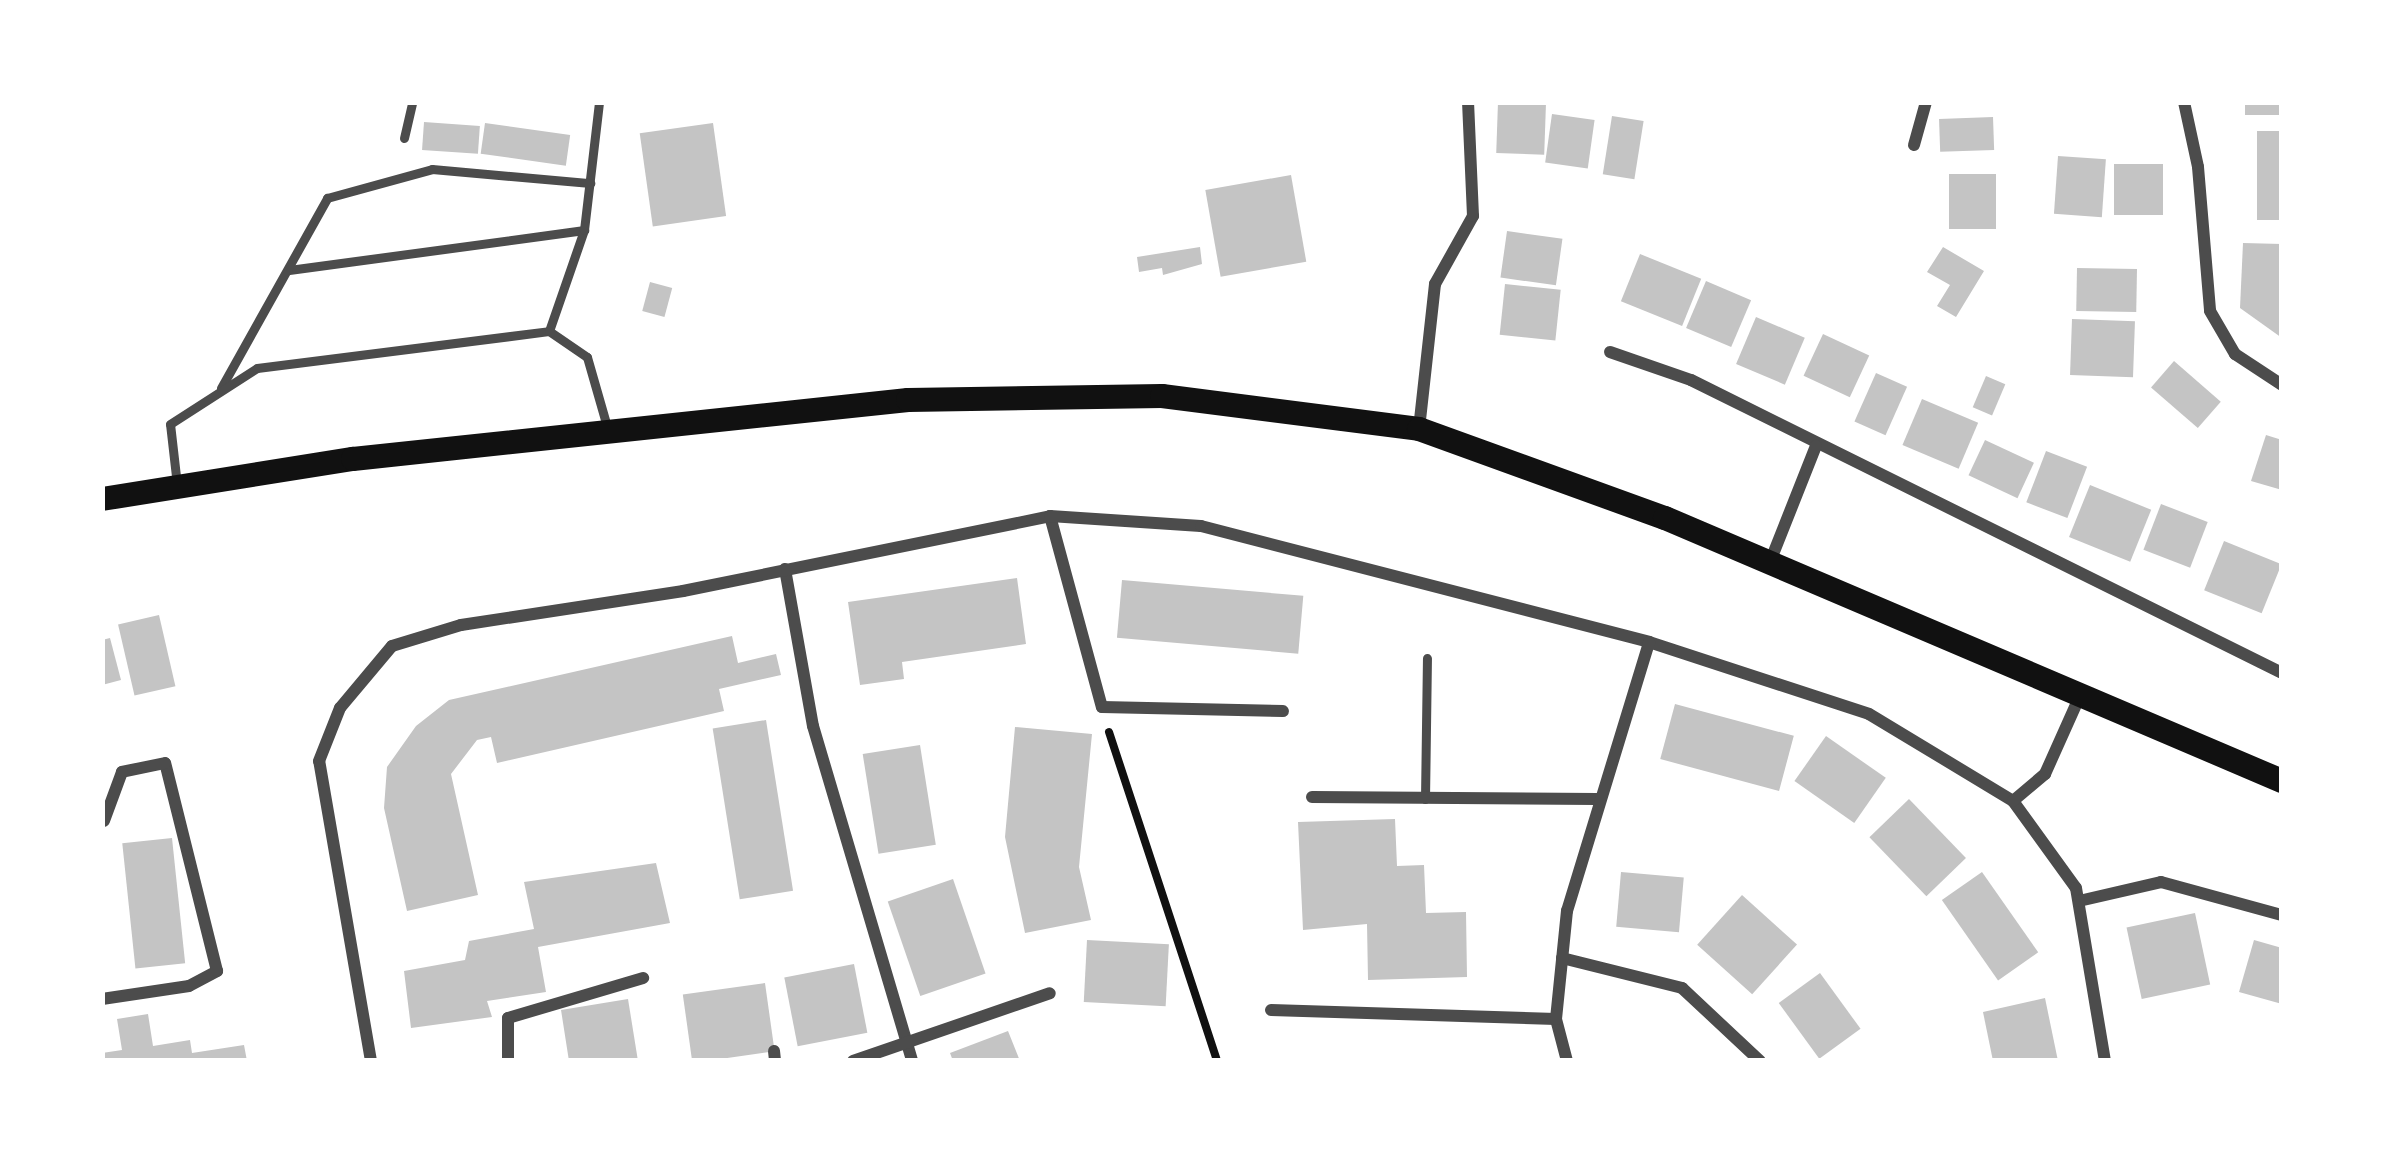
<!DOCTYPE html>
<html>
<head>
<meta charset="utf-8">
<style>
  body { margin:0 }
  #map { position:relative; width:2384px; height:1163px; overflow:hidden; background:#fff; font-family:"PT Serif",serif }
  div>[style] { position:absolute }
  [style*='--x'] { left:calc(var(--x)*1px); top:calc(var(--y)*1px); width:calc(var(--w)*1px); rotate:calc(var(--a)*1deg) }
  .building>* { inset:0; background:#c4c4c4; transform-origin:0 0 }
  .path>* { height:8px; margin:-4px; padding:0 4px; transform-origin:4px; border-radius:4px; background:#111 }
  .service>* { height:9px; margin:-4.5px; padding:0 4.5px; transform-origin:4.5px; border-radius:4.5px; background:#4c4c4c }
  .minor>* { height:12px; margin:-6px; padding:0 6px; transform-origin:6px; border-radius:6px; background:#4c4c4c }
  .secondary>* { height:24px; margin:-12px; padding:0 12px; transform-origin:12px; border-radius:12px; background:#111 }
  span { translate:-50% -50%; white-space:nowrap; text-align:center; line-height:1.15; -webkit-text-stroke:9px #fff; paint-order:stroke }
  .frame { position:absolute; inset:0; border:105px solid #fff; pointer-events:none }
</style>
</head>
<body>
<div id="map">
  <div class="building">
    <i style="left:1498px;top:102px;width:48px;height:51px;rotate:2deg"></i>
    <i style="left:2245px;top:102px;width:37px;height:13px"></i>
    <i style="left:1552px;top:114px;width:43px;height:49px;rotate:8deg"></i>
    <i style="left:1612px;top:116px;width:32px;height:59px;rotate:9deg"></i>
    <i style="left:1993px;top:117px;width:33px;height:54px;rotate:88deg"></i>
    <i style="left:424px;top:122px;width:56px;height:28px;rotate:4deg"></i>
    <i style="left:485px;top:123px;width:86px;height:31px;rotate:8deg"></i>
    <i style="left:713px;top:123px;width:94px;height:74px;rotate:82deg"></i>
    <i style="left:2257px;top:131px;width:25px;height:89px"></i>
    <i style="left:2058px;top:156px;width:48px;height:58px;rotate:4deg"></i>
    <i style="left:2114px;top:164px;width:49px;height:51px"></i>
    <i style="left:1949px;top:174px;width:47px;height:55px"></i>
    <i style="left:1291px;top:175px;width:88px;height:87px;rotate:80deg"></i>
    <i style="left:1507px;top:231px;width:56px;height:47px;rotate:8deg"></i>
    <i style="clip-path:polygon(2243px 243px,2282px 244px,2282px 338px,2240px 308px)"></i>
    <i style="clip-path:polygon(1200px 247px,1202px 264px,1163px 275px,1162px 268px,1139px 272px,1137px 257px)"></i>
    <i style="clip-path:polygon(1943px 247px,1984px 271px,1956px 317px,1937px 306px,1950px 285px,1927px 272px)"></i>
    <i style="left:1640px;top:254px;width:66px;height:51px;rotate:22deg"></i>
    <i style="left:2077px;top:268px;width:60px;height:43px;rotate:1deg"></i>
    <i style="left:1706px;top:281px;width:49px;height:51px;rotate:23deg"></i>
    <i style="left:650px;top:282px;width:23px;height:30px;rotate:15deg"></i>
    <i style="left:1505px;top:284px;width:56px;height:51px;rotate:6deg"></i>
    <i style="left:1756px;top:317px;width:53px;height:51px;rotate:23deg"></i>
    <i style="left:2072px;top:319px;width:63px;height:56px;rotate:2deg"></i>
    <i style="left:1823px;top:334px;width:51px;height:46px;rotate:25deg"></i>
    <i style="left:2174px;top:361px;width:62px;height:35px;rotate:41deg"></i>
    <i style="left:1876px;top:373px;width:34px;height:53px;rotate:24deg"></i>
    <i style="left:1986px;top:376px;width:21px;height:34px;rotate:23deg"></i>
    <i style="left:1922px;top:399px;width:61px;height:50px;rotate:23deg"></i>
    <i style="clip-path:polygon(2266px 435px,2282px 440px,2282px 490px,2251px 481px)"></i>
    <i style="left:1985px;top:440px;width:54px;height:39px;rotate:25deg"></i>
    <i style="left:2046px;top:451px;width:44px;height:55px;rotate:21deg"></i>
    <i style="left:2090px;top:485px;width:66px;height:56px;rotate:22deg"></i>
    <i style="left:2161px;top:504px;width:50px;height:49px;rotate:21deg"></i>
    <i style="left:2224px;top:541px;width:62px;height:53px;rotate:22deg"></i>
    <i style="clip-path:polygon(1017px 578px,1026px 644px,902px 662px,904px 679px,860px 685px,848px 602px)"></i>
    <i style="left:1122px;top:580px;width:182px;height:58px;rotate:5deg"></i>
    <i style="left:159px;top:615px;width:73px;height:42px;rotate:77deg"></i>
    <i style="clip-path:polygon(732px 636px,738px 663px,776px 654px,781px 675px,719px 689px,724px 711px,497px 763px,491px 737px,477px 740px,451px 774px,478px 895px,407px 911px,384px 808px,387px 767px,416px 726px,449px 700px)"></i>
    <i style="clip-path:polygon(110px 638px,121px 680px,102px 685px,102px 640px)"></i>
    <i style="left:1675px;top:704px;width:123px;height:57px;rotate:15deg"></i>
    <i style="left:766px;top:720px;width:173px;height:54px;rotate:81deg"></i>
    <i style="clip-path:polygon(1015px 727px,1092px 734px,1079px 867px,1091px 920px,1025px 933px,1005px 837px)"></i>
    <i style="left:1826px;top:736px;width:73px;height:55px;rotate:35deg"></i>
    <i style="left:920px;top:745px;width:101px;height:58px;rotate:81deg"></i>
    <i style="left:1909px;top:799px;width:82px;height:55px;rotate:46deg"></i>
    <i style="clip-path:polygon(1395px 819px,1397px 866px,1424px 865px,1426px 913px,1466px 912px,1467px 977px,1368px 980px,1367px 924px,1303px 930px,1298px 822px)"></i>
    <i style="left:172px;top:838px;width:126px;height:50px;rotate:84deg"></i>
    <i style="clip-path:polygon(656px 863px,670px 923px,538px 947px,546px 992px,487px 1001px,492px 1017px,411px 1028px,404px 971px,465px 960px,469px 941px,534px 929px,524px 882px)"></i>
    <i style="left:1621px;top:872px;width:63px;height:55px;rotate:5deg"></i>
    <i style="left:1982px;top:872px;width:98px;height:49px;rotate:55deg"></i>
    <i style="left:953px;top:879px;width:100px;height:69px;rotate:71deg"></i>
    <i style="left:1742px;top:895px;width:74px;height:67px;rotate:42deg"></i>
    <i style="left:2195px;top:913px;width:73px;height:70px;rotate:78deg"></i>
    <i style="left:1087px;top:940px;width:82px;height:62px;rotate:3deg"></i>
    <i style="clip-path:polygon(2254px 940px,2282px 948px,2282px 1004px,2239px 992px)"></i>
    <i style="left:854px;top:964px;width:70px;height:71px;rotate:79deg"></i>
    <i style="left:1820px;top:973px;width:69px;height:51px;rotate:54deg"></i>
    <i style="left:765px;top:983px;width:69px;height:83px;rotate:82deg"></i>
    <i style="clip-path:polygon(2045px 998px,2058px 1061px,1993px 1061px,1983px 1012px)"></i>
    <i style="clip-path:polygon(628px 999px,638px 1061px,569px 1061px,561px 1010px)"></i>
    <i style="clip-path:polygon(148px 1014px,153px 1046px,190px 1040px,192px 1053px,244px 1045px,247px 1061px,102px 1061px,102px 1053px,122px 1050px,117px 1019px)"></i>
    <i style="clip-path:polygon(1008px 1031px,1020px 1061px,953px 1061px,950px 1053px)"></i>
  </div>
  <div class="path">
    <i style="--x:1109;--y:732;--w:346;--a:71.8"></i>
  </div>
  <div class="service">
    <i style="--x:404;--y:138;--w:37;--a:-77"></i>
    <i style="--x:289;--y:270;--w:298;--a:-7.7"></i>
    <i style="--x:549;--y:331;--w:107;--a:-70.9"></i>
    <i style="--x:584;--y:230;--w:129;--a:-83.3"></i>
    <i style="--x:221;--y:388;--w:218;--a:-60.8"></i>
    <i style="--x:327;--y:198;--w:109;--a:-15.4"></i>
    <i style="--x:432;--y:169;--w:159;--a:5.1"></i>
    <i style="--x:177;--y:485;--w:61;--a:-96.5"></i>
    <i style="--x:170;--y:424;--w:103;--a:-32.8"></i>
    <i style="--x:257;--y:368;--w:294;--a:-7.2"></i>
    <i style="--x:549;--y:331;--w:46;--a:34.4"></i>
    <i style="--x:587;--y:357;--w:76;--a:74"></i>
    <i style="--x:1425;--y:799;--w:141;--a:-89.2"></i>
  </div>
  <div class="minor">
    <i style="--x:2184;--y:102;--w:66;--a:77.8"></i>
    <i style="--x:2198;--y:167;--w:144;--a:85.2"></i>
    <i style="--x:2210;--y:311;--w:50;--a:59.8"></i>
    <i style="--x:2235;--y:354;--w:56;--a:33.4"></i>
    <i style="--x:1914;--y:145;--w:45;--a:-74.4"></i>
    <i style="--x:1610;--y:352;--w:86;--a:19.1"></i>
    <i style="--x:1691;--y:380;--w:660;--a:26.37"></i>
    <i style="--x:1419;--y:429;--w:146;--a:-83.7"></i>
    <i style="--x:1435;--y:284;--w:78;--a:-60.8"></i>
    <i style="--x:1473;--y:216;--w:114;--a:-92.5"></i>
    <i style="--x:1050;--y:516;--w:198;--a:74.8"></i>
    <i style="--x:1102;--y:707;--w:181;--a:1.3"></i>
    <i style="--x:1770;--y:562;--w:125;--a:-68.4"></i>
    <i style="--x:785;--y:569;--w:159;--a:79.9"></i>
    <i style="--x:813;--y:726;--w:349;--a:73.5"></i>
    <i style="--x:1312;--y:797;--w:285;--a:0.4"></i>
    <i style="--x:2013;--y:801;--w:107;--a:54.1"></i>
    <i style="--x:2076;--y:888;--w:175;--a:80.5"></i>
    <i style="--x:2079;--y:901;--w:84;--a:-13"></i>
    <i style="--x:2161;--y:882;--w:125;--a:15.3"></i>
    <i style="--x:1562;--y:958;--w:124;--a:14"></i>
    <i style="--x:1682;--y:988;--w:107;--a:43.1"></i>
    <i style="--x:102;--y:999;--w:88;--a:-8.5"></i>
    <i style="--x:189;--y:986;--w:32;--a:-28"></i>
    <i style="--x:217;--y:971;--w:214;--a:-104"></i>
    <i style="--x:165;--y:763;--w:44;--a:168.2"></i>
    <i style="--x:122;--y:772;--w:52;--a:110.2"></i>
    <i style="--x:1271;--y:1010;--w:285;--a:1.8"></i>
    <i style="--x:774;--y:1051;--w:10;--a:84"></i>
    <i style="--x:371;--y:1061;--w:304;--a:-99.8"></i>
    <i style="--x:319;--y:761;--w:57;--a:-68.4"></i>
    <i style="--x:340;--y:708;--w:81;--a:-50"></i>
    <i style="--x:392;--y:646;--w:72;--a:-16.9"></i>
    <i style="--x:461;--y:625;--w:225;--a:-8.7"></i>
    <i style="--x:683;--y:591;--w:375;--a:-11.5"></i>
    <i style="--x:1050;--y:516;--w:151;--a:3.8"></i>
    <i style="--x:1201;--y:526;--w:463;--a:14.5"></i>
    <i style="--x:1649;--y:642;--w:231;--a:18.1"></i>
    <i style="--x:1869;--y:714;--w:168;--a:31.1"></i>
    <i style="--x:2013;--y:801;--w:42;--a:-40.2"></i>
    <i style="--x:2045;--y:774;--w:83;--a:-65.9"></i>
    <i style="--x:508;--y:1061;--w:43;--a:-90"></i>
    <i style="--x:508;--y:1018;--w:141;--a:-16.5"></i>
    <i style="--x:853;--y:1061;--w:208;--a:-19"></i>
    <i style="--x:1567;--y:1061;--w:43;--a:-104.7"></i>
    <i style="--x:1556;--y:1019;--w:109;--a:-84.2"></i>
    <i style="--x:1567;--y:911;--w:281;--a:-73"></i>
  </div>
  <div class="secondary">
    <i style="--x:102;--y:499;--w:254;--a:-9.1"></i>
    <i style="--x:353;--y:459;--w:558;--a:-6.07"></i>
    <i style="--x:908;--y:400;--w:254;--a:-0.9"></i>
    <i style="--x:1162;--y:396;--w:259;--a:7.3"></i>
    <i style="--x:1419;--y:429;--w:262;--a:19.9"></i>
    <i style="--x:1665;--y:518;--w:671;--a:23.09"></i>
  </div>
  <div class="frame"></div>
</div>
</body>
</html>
----------------
Task description
Report, for the data above, every line in which the string "service" appears.

Solution to this exercise
  .service>* { height:9px; margin:-4.5px; padding:0 4.5px; transform-origin:4.5px; border-radius:4.5px; background:#4c4c4c }
  <div class="service">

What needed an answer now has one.